STORED DATA START
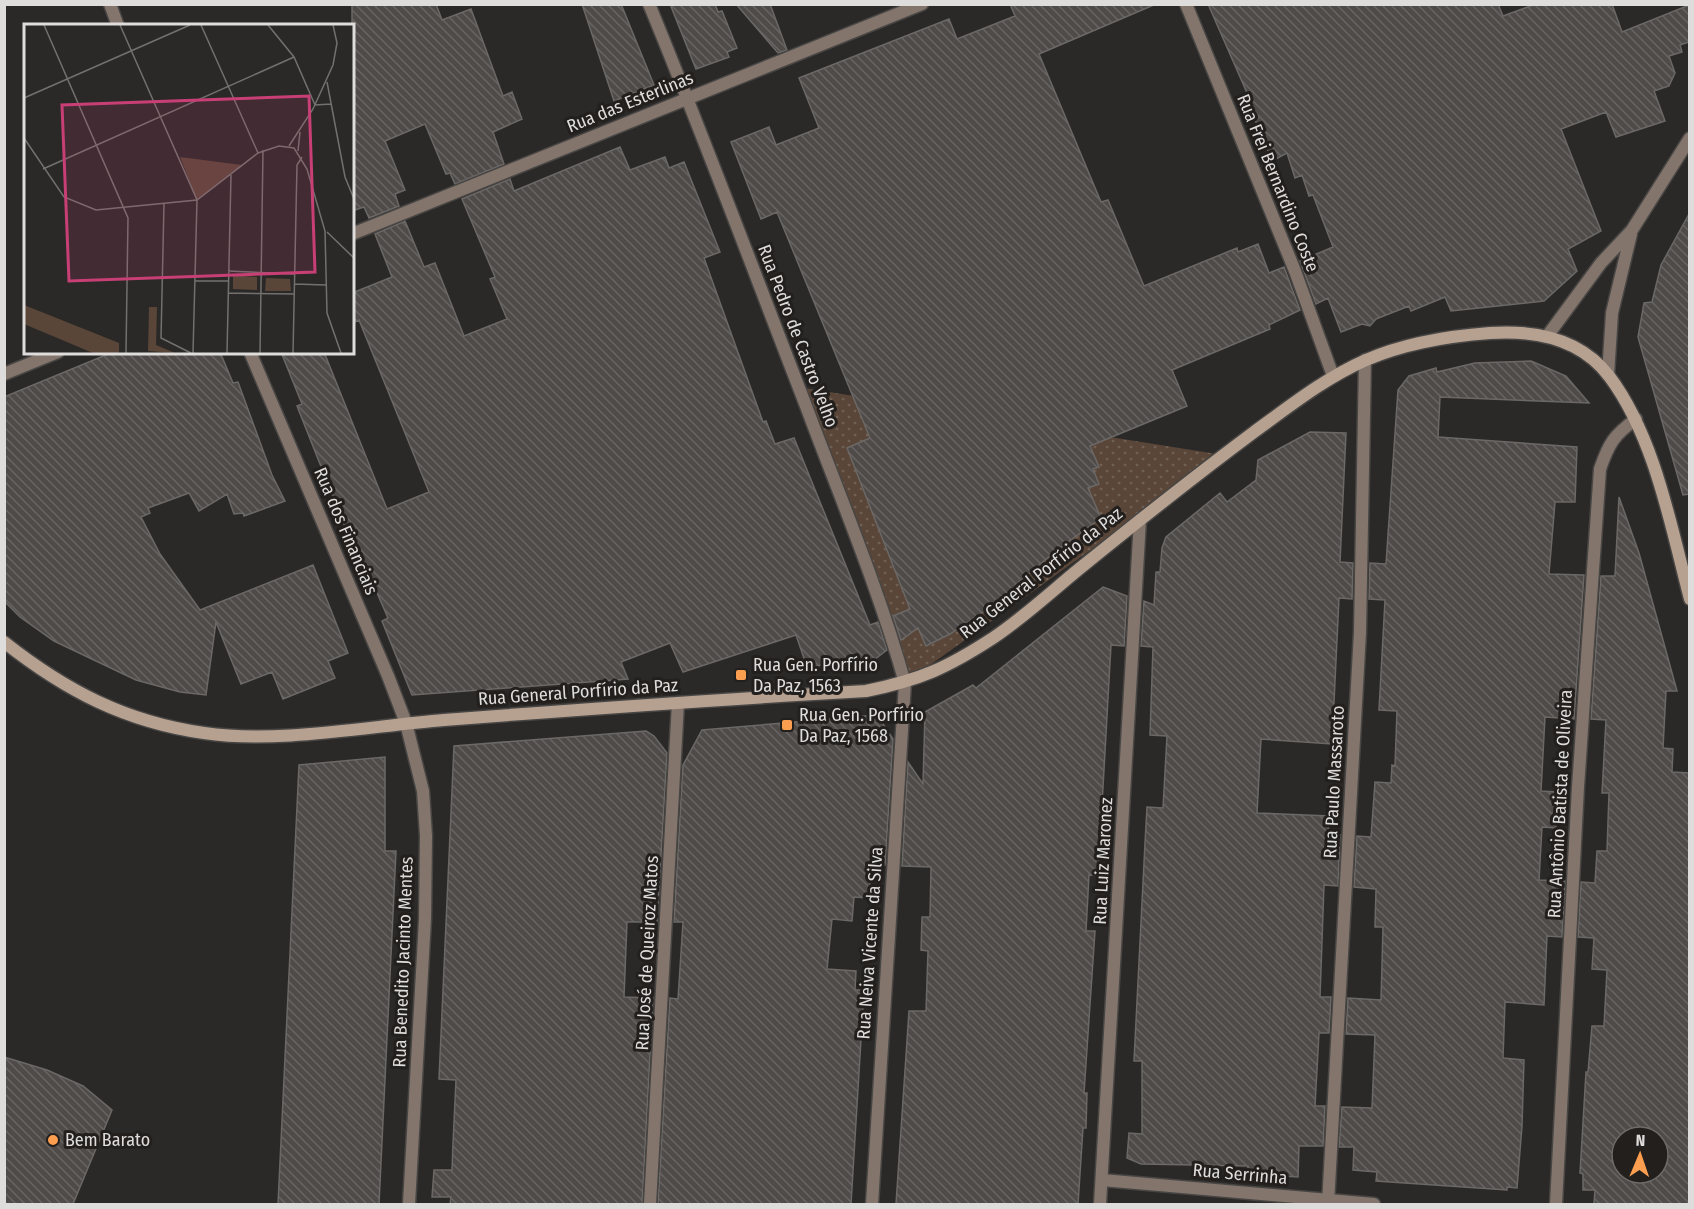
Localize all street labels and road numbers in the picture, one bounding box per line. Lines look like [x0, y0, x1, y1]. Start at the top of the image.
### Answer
street label: Rua das Esterlinas [564, 66, 697, 137]
street label: Rua Frei Bernardino Coste [1232, 91, 1324, 275]
street label: Rua Pedro de Castro Velho [753, 242, 843, 430]
street label: Rua dos Financiais [309, 464, 383, 598]
street label: Rua General Porfírio da Paz [955, 503, 1127, 643]
street label: Rua General Porfírio da Paz [477, 674, 679, 710]
street label: Rua Antônio Batista de Oliveira [1543, 689, 1577, 919]
street label: Rua Paulo Massaroto [1319, 705, 1349, 859]
street label: Rua Luiz Maronez [1089, 797, 1117, 925]
street label: Rua Neiva Vicente da Silva [852, 846, 888, 1040]
street label: Rua José de Queiroz Matos [631, 855, 663, 1051]
street label: Rua Benedito Jacinto Mentes [388, 856, 418, 1068]
street label: Rua Serrinha [1192, 1159, 1288, 1189]

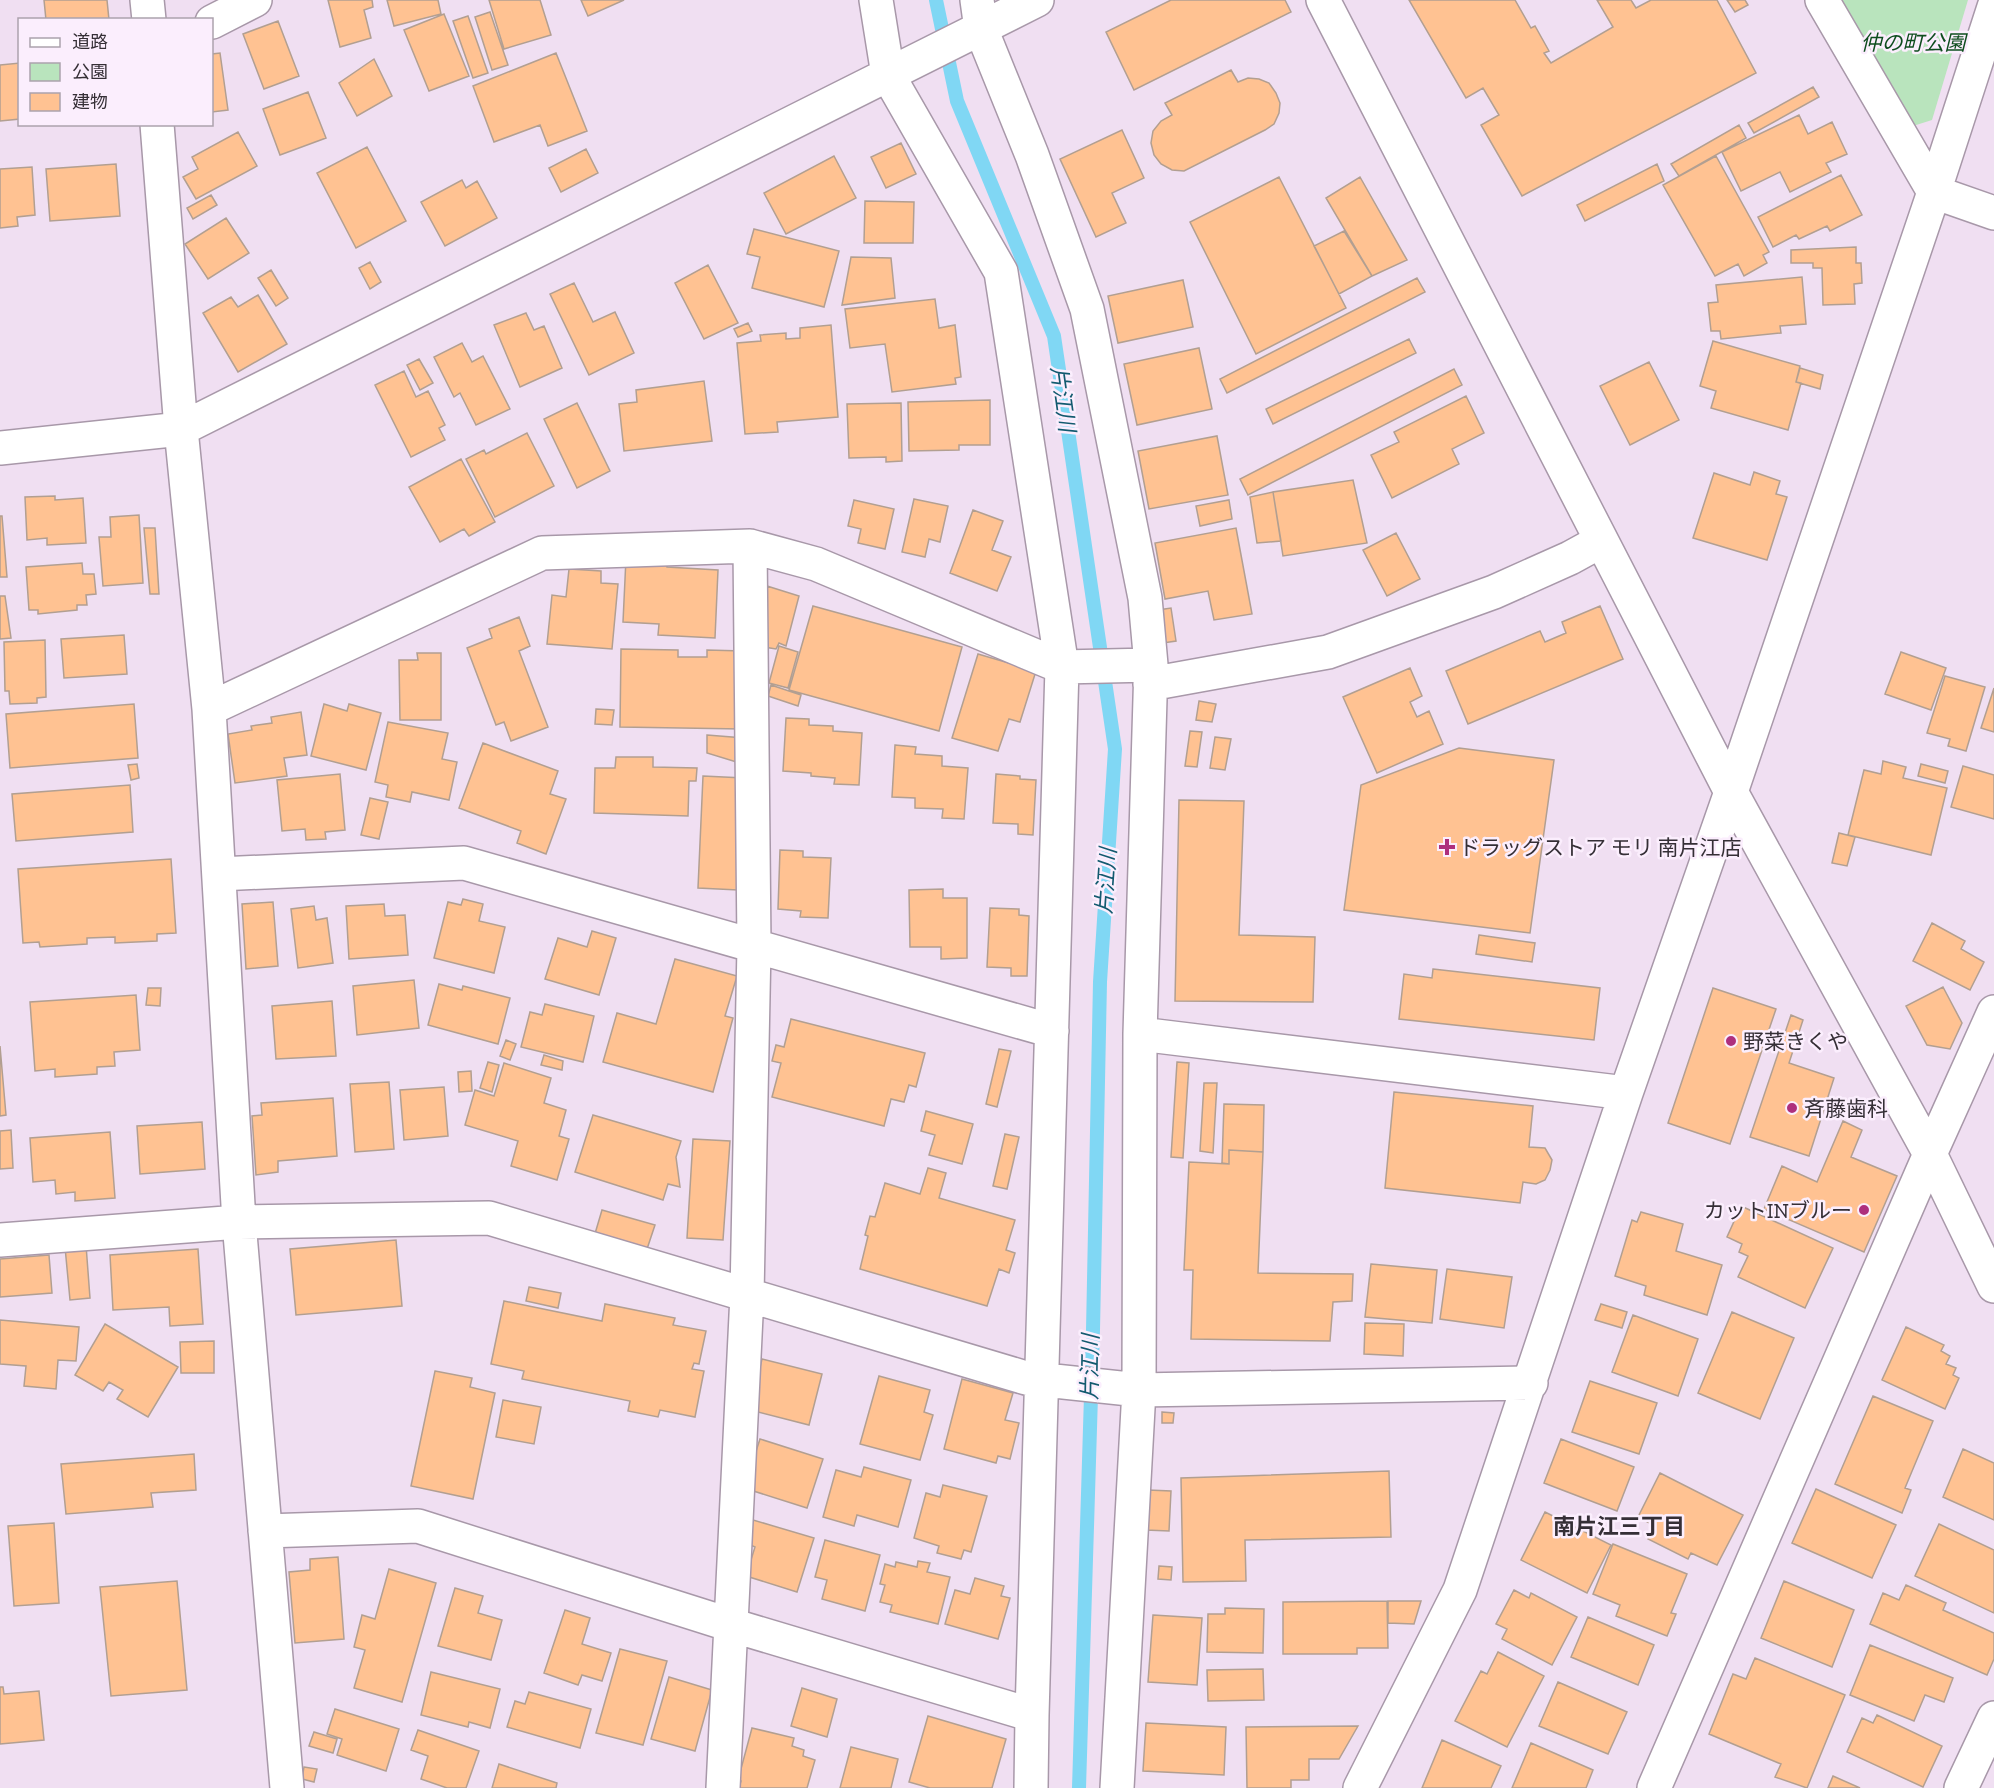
STORED DATA END
[DIRECTIONS] Without carrying over any picture, retype the records above word for word.

[SOLUTION TO THIS EXERCISE]
Localize all street labels and road numbers in the picture, one bounding box per line. Lines look like [x0, y0, x1, y1]. Start at the top of the image.
### Answer
street label: Rua das Esterlinas [564, 66, 697, 137]
street label: Rua Frei Bernardino Coste [1232, 91, 1324, 275]
street label: Rua Pedro de Castro Velho [753, 242, 843, 430]
street label: Rua dos Financiais [309, 464, 383, 598]
street label: Rua General Porfírio da Paz [955, 503, 1127, 643]
street label: Rua General Porfírio da Paz [477, 674, 679, 710]
street label: Rua Antônio Batista de Oliveira [1543, 689, 1577, 919]
street label: Rua Paulo Massaroto [1319, 705, 1349, 859]
street label: Rua Luiz Maronez [1089, 797, 1117, 925]
street label: Rua Neiva Vicente da Silva [852, 846, 888, 1040]
street label: Rua José de Queiroz Matos [631, 855, 663, 1051]
street label: Rua Benedito Jacinto Mentes [388, 856, 418, 1068]
street label: Rua Serrinha [1192, 1159, 1288, 1189]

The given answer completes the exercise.